In my profession as an early years’ teacher and education advisor, as well as in my personal life as a proud member of a Rainbow Family, I have found that these conversations are not only appropriate – but essential. 


I could share countless examples, like the gender-fluid Kindy teacher who wants to wear dresses one day and pants the next, but who is also struggling with subtle messages of discomfort from parents; the child with a single, lesbian mum who is teased because “everyone else has a dad”; the parent who is transitioning from being dad to being mum; and the child who felt safe to explore their gender identity in childcare but who is now struggling in their first year of school because they aren’t allowed to wear the uniform or use the bathroom that feels right for them. 


I have also heard from educators who are not quite sure what to say when a parent (or another educator) says things like the parent I encountered – that early years’ classrooms are not the place to be having conversations about gender or sexuality. 


Yes, these are big conversations, but as every teacher and parent knows – our children are highly capable of ingesting and understanding complex ideas. 


Recently, my four-year-old and I were eating breakfast and a crow landed on the balcony railing. “Mama is that crow a boy or a girl?”, they asked. I told them I wasn’t sure, and without batting an eyelid, they responded, “I guess we won’t know if we don’t ask them!”. At four years of age, they already understand that it’s better to be curious about gender than to make assumptions. 


In Australia, approximately 11 per cent of the Australian population identifies as lesbian, gay, bisexual, transgender, or intersex.


6 in 10 have experienced verbal homophobic abuse, and data has shown that gay, lesbian, bisexual and transgender people are three times more likely to experience depression. 


The 2021 Census found that 17.3 per cent of same-sex couples had children living with them. The Census did not collect gender, variations of sex characteristics, or sexual orientation, so it is impossible to know the exact number of children living in Rainbow Families – but we know that those numbers have increased significantly since the previous Census. 

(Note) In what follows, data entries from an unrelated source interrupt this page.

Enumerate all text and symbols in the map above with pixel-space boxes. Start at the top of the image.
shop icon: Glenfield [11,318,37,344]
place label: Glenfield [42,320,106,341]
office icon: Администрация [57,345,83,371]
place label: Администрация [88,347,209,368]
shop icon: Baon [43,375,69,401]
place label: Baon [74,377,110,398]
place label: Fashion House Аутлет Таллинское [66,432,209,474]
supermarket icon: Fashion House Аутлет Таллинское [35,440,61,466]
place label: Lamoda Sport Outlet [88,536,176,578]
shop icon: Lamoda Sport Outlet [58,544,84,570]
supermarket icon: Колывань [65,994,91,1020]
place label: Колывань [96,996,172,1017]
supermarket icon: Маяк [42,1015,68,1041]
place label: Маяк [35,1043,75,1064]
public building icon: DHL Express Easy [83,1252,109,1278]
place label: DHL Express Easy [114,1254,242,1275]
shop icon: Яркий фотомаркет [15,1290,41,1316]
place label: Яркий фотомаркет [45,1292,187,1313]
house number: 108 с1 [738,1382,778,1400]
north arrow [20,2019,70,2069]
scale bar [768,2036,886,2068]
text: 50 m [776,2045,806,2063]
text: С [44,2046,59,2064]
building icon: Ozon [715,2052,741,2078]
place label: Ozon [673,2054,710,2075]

These LGBTIQ+ families and their children are in our communities and our classrooms.


So – why should we push through discomfort to have these “tricky” conversations? 


As educators, we have legislated responsibilities to be inclusive and to ensure that children are not discriminated against. We also have a professional Code of Ethics that guides our decision-making around inclusion. 

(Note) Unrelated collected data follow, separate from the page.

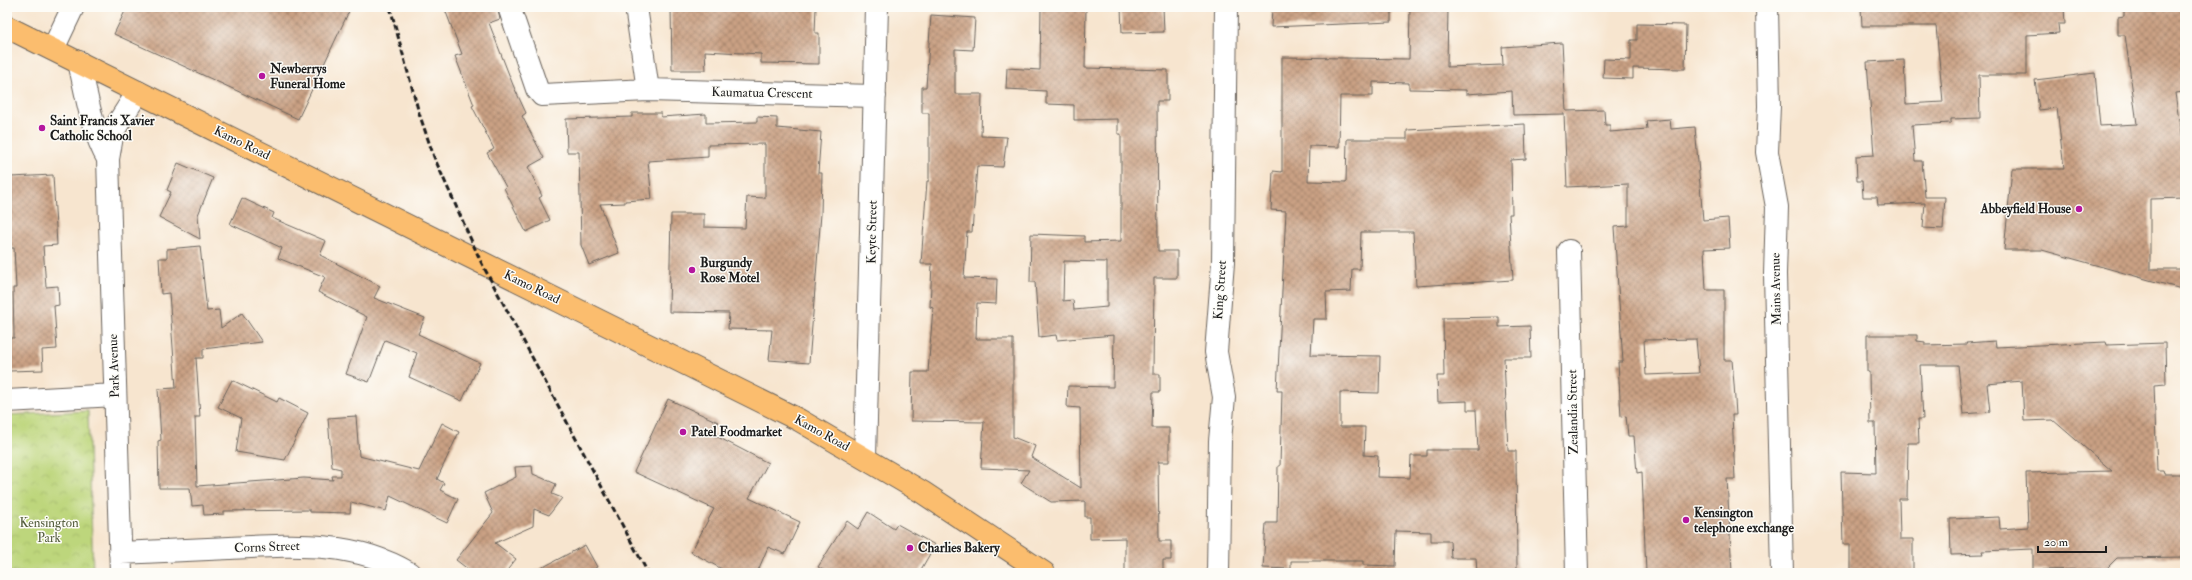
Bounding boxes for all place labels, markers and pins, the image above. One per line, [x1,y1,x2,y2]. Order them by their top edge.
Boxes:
place label: Newberrys Funeral Home [269,61,346,92]
marker: Newberrys Funeral Home [257,71,267,81]
place label: Saint Francis Xavier Catholic School [50,113,156,144]
marker: Saint Francis Xavier Catholic School [37,123,47,133]
place label: Abbeyfield House [1979,201,2072,218]
marker: Abbeyfield House [2074,204,2084,214]
place label: Burgundy Rose Motel [700,255,760,286]
marker: Burgundy Rose Motel [687,265,697,275]
place label: Patel Foodmarket [691,424,783,440]
marker: Patel Foodmarket [678,427,688,437]
place label: Kensington telephone exchange [1694,505,1794,537]
marker: Kensington telephone exchange [1681,515,1691,525]
place label: Charlies Bakery [918,540,1001,557]
marker: Charlies Bakery [905,543,915,553]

We need to do whatever we can to create safe and inclusive learning spaces for all children and families. That includes ‘doing the work’ to understand the role we play as educators to support, empower and celebrate all children. 


Research shows that from an early age, children internalise messages of power and privilege while also forming ideas about fairness and their sense of identity within the larger world (Boutte 2008). With this in mind, I would argue that kindergarten is the perfect age to begin to address equity and social justice issues, through a high-quality early childhood curriculum. 


The EYLF V2 implores us to take action to redress unfairness, challenge stereotypes and “engage with concepts of social justice, fairness, sharing, democracy and citizenship” (p.18).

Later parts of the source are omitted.